Sir Archibald Macdonald, 1st Baronet (13 July 1747 – 18 May 1826) was a Scottish lawyer, judge and politician.

Early life
He was the posthumous son of Sir Alexander Macdonald, 7th Baronet, and younger brother of the 8th baronet (see Baron Macdonald), born at Armadale Castle on Skye. He was brought to England, away from Jacobite influence and entered Westminster School in 1760. He went on to Christ Church, Oxford in 1764, graduating B.A. in 1768 and M.A. in 1772. He was called to the bar at Lincoln's Inn in 1770.

In politics
Macdonald was Member of Parliament for Hindon in Wiltshire (1777–1780) and then for Newcastle-under-Lyme (1780–1792), a seat where his father-in-law had a strong influence.

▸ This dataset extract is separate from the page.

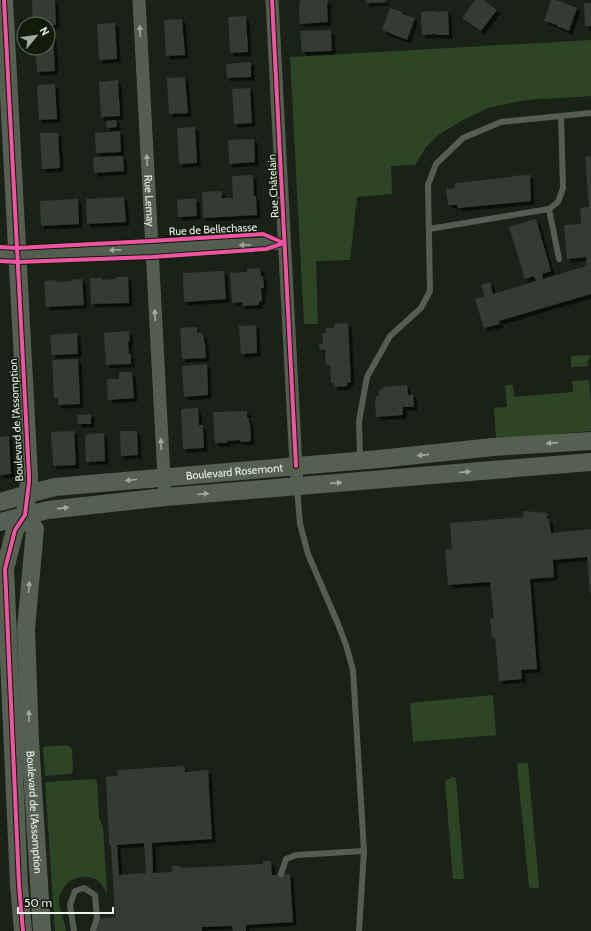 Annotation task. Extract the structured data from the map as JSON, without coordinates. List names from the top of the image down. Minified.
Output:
{"streets":{"street":["Rue Châtelain","Rue Lemay","Rue de Bellechasse","Boulevard de l'Assomption","Boulevard Rosemont"]},"crossings":[["Rue Châtelain","Rue de Bellechasse"],["Rue Châtelain","Boulevard Rosemont"],["Rue Lemay","Rue de Bellechasse"],["Rue Lemay","Boulevard Rosemont"],["Rue de Bellechasse","Boulevard de l'Assomption"],["Boulevard de l'Assomption","Boulevard Rosemont"]],"one_way":["Rue Lemay","Rue de Bellechasse"],"scale_bar":"50 m","north":"top right"} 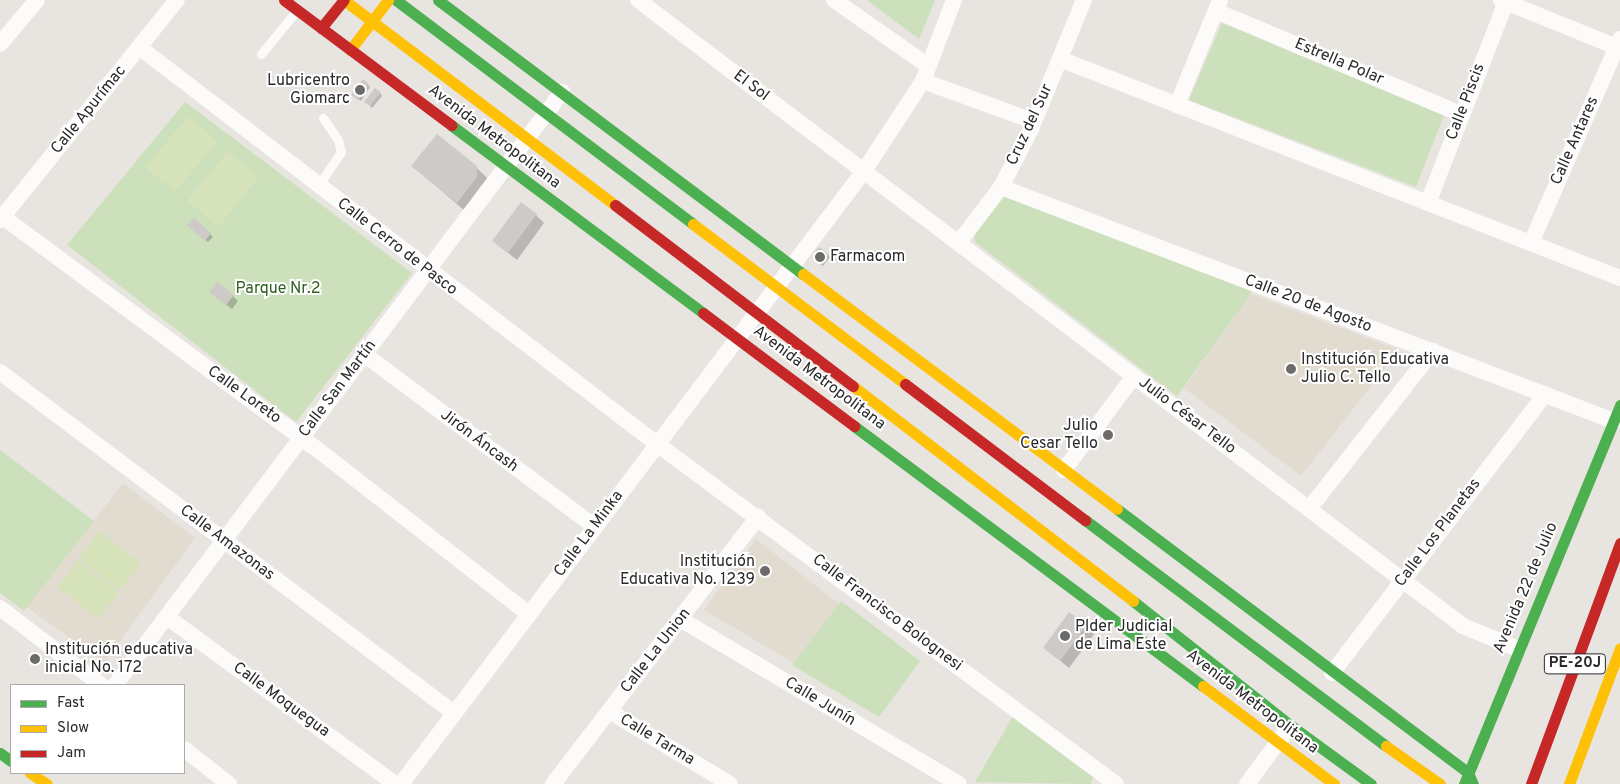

In politics, Macdonald followed the Whig lead of his father-in-law. He became solicitor-general in 1784 and attorney-general, and was knighted, in 1788. He served as the prosecutor in Thomas Paine's criminal libel trial over the publication of Rights of Man in 1792.

The 1792 Slave Trade Bill passed the House of Commons mangled and mutilated by the modifications and amendments of Pitt, Earl of Mornington, Edward James Eliot and MacDonald, it lay for years, in the House of Lords.

Judge
Macdonald was appointed as second judge of the Carmarthen circuit in Wales in 1780. He was promoted as Lord Chief Baron of the Exchequer in 1793, and served in this post until he retired in 1813, with failing eyesight. On his retirement from the court, Macdonald was created a baronet, on 27 November 1813.

Family

In 1777, Macdonald married Lady Louisa Leveson-Gower, daughter of Granville Leveson-Gower, 1st Marquess of Stafford (at the time called by the courtesy title Earl Gower), then Lord President of the Council. They had two sons and five daughters.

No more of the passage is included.